**WHAT TO PRODUCE:**
Gather, from the data below, each line in which the word "Carney" occurs.
(THE RECORDS)
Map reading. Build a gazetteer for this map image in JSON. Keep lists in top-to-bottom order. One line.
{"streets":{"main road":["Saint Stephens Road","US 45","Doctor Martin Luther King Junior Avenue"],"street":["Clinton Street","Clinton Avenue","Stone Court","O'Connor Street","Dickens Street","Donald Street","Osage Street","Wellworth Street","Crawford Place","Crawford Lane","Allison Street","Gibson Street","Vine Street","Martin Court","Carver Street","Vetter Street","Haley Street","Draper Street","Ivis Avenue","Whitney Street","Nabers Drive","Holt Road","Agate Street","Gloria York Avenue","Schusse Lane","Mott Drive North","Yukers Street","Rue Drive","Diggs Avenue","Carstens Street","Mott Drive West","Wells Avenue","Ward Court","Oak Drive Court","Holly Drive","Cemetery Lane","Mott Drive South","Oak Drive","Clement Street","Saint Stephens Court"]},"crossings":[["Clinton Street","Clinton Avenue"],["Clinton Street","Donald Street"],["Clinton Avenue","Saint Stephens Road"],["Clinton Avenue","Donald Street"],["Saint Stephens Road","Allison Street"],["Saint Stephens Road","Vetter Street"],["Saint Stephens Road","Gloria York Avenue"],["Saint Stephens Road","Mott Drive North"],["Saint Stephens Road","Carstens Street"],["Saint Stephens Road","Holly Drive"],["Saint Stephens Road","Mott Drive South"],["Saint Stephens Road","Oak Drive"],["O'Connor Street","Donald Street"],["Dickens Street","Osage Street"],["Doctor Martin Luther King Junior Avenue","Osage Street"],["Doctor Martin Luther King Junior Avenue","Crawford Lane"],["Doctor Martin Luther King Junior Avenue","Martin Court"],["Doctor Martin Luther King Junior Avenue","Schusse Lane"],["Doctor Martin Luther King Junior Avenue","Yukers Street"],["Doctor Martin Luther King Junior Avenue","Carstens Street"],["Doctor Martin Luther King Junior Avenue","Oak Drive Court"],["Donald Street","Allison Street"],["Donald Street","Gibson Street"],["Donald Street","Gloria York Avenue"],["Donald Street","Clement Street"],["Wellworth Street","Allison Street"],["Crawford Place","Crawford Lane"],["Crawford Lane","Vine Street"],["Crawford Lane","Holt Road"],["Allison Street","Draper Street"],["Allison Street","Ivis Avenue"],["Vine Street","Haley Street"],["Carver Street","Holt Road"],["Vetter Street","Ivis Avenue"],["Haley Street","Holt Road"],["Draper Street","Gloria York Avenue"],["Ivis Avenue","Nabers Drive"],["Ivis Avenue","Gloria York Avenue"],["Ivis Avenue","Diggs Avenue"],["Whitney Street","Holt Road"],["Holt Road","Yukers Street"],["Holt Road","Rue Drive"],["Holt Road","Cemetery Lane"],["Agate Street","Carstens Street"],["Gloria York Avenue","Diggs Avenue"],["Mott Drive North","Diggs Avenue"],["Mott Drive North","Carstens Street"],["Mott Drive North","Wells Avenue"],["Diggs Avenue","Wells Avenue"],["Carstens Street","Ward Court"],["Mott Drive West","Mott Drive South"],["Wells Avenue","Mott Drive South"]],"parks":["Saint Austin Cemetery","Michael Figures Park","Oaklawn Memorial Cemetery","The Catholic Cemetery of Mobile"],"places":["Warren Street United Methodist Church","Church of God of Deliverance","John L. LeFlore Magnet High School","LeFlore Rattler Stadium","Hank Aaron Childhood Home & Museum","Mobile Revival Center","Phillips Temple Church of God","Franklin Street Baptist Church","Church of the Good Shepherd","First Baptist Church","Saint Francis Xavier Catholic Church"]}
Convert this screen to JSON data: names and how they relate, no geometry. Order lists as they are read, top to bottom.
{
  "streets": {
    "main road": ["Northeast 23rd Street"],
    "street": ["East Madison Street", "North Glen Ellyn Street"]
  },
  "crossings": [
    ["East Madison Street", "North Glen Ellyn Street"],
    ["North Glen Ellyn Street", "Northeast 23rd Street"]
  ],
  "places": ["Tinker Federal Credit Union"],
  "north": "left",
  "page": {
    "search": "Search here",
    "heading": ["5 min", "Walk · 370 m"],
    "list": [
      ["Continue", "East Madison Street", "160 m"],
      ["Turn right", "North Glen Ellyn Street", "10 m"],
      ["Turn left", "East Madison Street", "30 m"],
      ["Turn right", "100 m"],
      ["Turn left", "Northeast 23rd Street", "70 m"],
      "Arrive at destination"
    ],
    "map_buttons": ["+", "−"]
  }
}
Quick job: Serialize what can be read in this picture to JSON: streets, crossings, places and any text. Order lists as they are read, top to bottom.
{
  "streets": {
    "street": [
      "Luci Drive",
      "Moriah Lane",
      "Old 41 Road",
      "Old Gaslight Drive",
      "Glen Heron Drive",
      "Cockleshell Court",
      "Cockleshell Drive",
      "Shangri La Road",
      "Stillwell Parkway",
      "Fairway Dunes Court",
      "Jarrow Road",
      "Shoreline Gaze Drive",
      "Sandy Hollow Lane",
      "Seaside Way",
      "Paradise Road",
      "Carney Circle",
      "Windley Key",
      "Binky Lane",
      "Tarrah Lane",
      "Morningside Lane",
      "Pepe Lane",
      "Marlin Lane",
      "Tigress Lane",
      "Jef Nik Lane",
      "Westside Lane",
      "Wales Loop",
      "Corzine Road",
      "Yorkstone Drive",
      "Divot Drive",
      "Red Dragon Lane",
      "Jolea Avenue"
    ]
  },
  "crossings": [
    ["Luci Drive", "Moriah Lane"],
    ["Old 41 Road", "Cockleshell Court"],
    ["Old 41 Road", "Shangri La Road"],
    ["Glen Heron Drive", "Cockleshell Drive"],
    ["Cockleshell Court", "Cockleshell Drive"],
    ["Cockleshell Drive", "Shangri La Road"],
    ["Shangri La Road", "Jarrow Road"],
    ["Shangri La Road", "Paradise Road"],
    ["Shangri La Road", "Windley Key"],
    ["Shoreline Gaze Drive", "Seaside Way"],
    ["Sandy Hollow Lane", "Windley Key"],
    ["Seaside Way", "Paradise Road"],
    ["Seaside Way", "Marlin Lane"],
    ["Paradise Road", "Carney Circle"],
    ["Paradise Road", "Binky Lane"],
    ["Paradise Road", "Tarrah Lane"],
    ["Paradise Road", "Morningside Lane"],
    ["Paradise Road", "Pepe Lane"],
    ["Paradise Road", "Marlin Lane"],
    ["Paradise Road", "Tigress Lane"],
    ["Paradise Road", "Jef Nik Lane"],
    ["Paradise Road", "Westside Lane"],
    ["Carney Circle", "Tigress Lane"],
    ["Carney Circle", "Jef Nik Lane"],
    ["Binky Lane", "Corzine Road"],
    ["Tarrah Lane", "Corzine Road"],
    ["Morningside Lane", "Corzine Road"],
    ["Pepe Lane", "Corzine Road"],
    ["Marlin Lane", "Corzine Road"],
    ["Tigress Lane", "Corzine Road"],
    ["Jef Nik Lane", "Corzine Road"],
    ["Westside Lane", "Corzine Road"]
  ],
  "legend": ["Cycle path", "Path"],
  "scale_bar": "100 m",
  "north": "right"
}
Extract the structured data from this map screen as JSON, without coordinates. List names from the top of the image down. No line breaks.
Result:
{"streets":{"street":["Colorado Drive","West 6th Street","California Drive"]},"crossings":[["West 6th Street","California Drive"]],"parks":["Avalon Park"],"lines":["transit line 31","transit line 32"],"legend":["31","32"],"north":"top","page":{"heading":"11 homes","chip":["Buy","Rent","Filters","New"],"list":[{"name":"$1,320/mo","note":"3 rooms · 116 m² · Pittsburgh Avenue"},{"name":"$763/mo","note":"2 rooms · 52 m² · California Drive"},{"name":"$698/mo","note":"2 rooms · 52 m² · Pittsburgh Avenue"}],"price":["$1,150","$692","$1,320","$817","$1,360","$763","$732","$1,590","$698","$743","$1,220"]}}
(End THE RECORDS)
**PROBLEM SOLUTION:**
      "Carney Circle",
    ["Paradise Road", "Carney Circle"],
    ["Carney Circle", "Tigress Lane"],
    ["Carney Circle", "Jef Nik Lane"],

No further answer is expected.